Using the James Webb Space Telescope (JWST), astronomers have captured a stunning image of a "cosmic jellyfish." This aquatic-creature-like galaxy, designated COSMOS2020-635829, was seen as it existed 8.5 billion years ago, or around 5.3 billion years after the Big Bang. Astronomers say it could paint a more detailed picture of the evolution of galaxies at a crucial period in the adolescent universe.
COSMOS2020-635829 is an example of a jellyfish galaxy, a class of galaxies that get their moniker from the fact that they possess trailing tendrils of gas that resemble the flexible, stinging appendages of their oceanic namesakes. For jellyfish galaxies, these trails are created as they 'swim' through their galaxy cluster homes against the flow of strong winds that push on them, forcing out gas, a process called "ram-stripping."

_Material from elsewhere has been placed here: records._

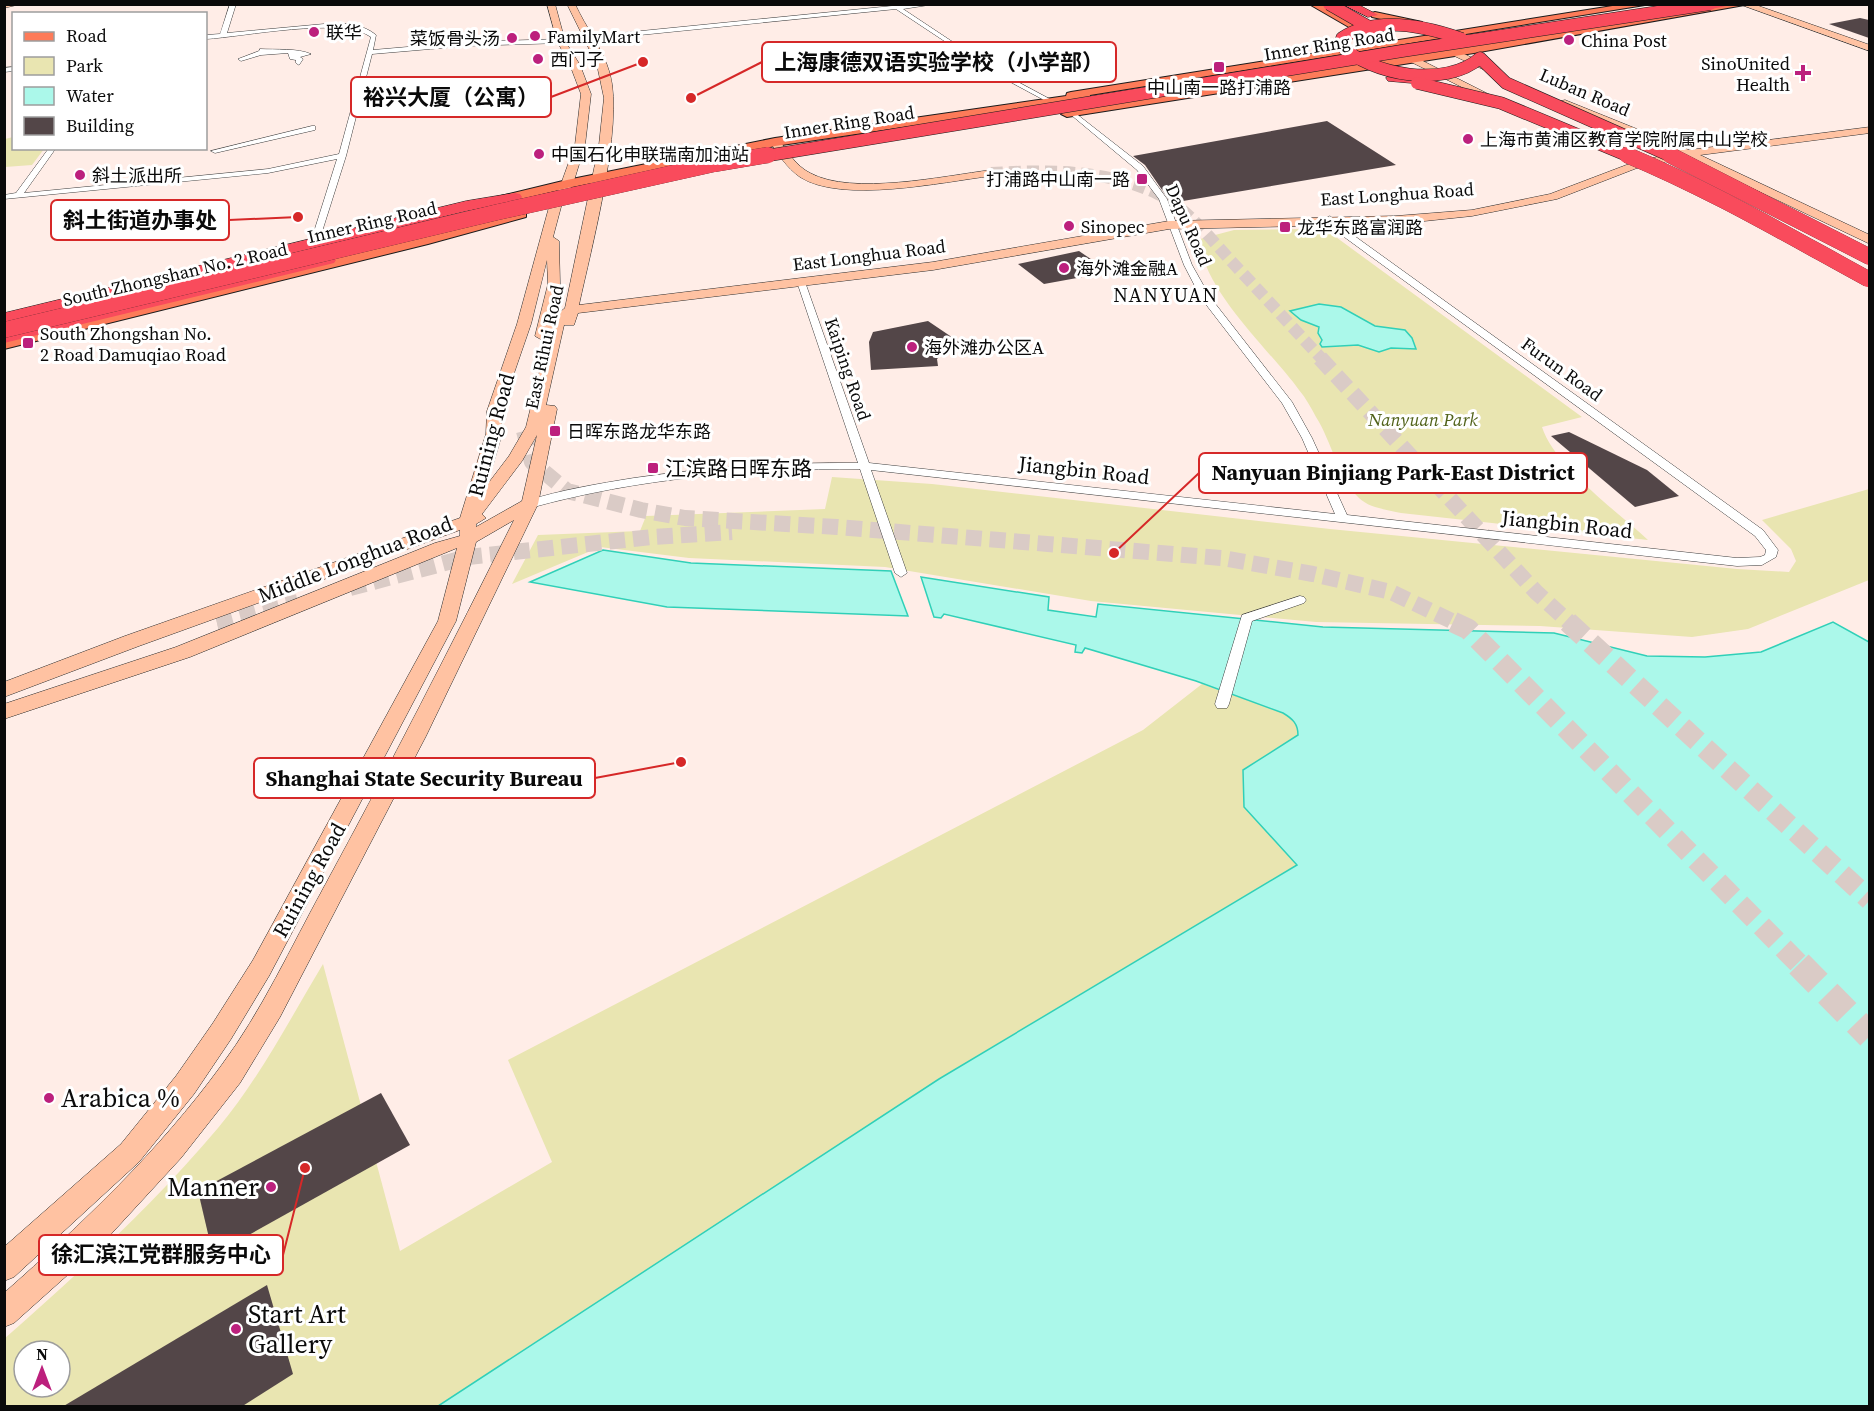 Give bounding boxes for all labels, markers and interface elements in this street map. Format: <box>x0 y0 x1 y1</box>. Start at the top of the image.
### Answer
legend <box>12 12 207 150</box>
place label: 联华 <box>326 20 362 45</box>
street label: Inner Ring Road <box>1262 21 1396 67</box>
text: Road <box>66 23 107 48</box>
place label: FamilyMart <box>547 24 640 49</box>
marker: 联华 <box>307 25 321 39</box>
place label: 菜饭骨头汤 <box>410 26 500 51</box>
place label: China Post <box>1581 28 1667 53</box>
marker: FamilyMart <box>528 29 542 43</box>
marker: 菜饭骨头汤 <box>505 31 519 45</box>
marker: China Post <box>1562 33 1576 47</box>
callout: 上海康德双语实验学校（小学部） <box>762 42 1116 82</box>
place label: 西门子 <box>550 47 604 72</box>
text: 上海康德双语实验学校（小学部） <box>774 47 1104 77</box>
place label: SinoUnited Health <box>1701 51 1790 97</box>
marker: 西门子 <box>531 52 545 66</box>
text: Park <box>66 53 103 78</box>
marker: 中山南一路打浦路 <box>1212 60 1226 74</box>
street label: Luban Road <box>1536 62 1634 122</box>
marker: SinoUnited Health <box>1794 64 1812 82</box>
place label: 中山南一路打浦路 <box>1147 75 1291 100</box>
callout: 裕兴大厦（公寓） <box>351 77 551 117</box>
text: 裕兴大厦（公寓） <box>363 82 539 112</box>
text: Water <box>66 83 114 108</box>
street label: Inner Ring Road <box>782 99 916 145</box>
text: Building <box>66 113 134 138</box>
place label: 上海市黄浦区教育学院附属中山学校 <box>1480 127 1768 152</box>
marker: 上海市黄浦区教育学院附属中山学校 <box>1461 132 1475 146</box>
place label: 中国石化申联瑞南加油站 <box>551 142 749 167</box>
marker: 中国石化申联瑞南加油站 <box>532 147 546 161</box>
place label: 斜土派出所 <box>92 163 182 188</box>
place label: 打浦路中山南一路 <box>986 167 1130 192</box>
marker: 斜土派出所 <box>73 168 87 182</box>
marker: 打浦路中山南一路 <box>1135 172 1149 186</box>
street label: East Longhua Road <box>1319 176 1475 212</box>
street label: Dapu Road <box>1160 180 1218 270</box>
street label: Inner Ring Road <box>305 195 439 249</box>
callout: 斜土街道办事处 <box>51 200 229 240</box>
text: 斜土街道办事处 <box>63 205 217 235</box>
place label: Sinopec <box>1081 214 1145 239</box>
place label: 龙华东路富润路 <box>1297 215 1423 240</box>
marker: Sinopec <box>1062 219 1076 233</box>
marker: 龙华东路富润路 <box>1278 220 1292 234</box>
street label: East Longhua Road <box>791 233 947 277</box>
street label: South Zhongshan No. 2 Road <box>60 236 290 312</box>
place label: 海外滩金融A <box>1076 256 1178 281</box>
marker: 海外滩金融A <box>1057 261 1071 275</box>
district label: NANYUAN <box>1113 281 1219 309</box>
street label: East Rihui Road <box>519 283 569 411</box>
street label: Kaiping Road <box>819 314 877 424</box>
place label: South Zhongshan No. 2 Road Damuqiao Road <box>40 321 226 367</box>
street label: Furun Road <box>1516 331 1608 407</box>
place label: 海外滩办公区A <box>924 335 1044 360</box>
marker: South Zhongshan No. 2 Road Damuqiao Road <box>21 336 35 350</box>
marker: 海外滩办公区A <box>905 340 919 354</box>
street label: Ruining Road <box>461 370 521 500</box>
park label: Nanyuan Park <box>1367 407 1478 432</box>
place label: 日晖东路龙华东路 <box>567 419 711 444</box>
marker: 日晖东路龙华东路 <box>548 424 562 438</box>
street label: Jiangbin Road <box>1016 449 1151 491</box>
callout: Nanyuan Binjiang Park-East District <box>1199 453 1587 493</box>
place label: 江滨路日晖东路 <box>665 454 812 483</box>
text: Nanyuan Binjiang Park-East District <box>1211 457 1576 487</box>
marker: 江滨路日晖东路 <box>646 461 660 475</box>
street label: Jiangbin Road <box>1499 503 1634 545</box>
street label: Middle Longhua Road <box>254 508 457 609</box>
callout: Shanghai State Security Bureau <box>254 758 595 798</box>
text: Shanghai State Security Bureau <box>265 763 583 793</box>
street label: Ruining Road <box>266 817 353 943</box>
place label: Arabica % <box>61 1080 180 1116</box>
marker: Arabica % <box>42 1091 56 1105</box>
place label: Manner <box>167 1169 259 1205</box>
marker: Manner <box>264 1180 278 1194</box>
callout: 徐汇滨江党群服务中心 <box>39 1235 283 1275</box>
text: 徐汇滨江党群服务中心 <box>51 1239 271 1269</box>
place label: Start Art Gallery <box>248 1296 346 1362</box>
marker: Start Art Gallery <box>229 1322 243 1336</box>
north arrow <box>12 1339 72 1399</box>
text: N <box>36 1343 48 1365</box>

The team discovered COSMOS2020-635829 while examining data collected by the JWST from a patch of sky over Earth called the Cosmic Evolution Survey Deep field, or the COSMOS field. This region is favored by astronomers for the study of distant and ancient galaxies because it lies away from the plane of the Milky Way and is clear of bright objects that would serve as obstructions.
"We were looking through a large amount of data from this well-studied region in the sky with the hopes of spotting jellyfish galaxies that haven’t been studied before," team member Ian Roberts of the Waterloo Centre for Astrophysics in the Faculty of Science in the UK, said in a statement. "Early on in our search of the JWST data, we spotted a distant, undocumented jellyfish galaxy that sparked immediate interest."

The JWST image of COSMOS2020-635829 shows a galactic disk that appears relatively normal, not dissimilar from our own modern-day galaxy, barring the distinct gas trails. Bright blue "knots" can be seen in these tendrils that represent groupings of young stars. Similar features can be seen in the Hubble Space Telescope image of a similar jellyfish galaxy, seen above.
The youth of these stellar bodies implies that they were born outside the main galactic disk of COSMOS2020-635829 within these tendrils of ram-stripped gas. While this phenomenon is expected of jellyfish galaxies, the image of COSMOS2020-635829 has delivered at least one surprise. Previously, researchers had thought that still-forming galaxy clusters that existed 8.5 billion years or so ago would not commonly produce the pressure that leads to ram-stripping.
"The first is that cluster environments were already harsh enough to strip galaxies, and the second is that galaxy clusters may strongly alter galaxy properties earlier than expected," Roberts explained. "Another is that all the challenges listed might have played a part in building the large population of dead galaxies we see in galaxy clusters today. This data provides us with rare insight into how galaxies were transformed in the early universe."
The team now intends to continue studying COSMOS2020-635829 with the JWST, hoping to solve further mysteries regarding this and other jellyfish galaxies.
The team's results were published on Tuesday (Feb. 17) in The Astrophysical Journal.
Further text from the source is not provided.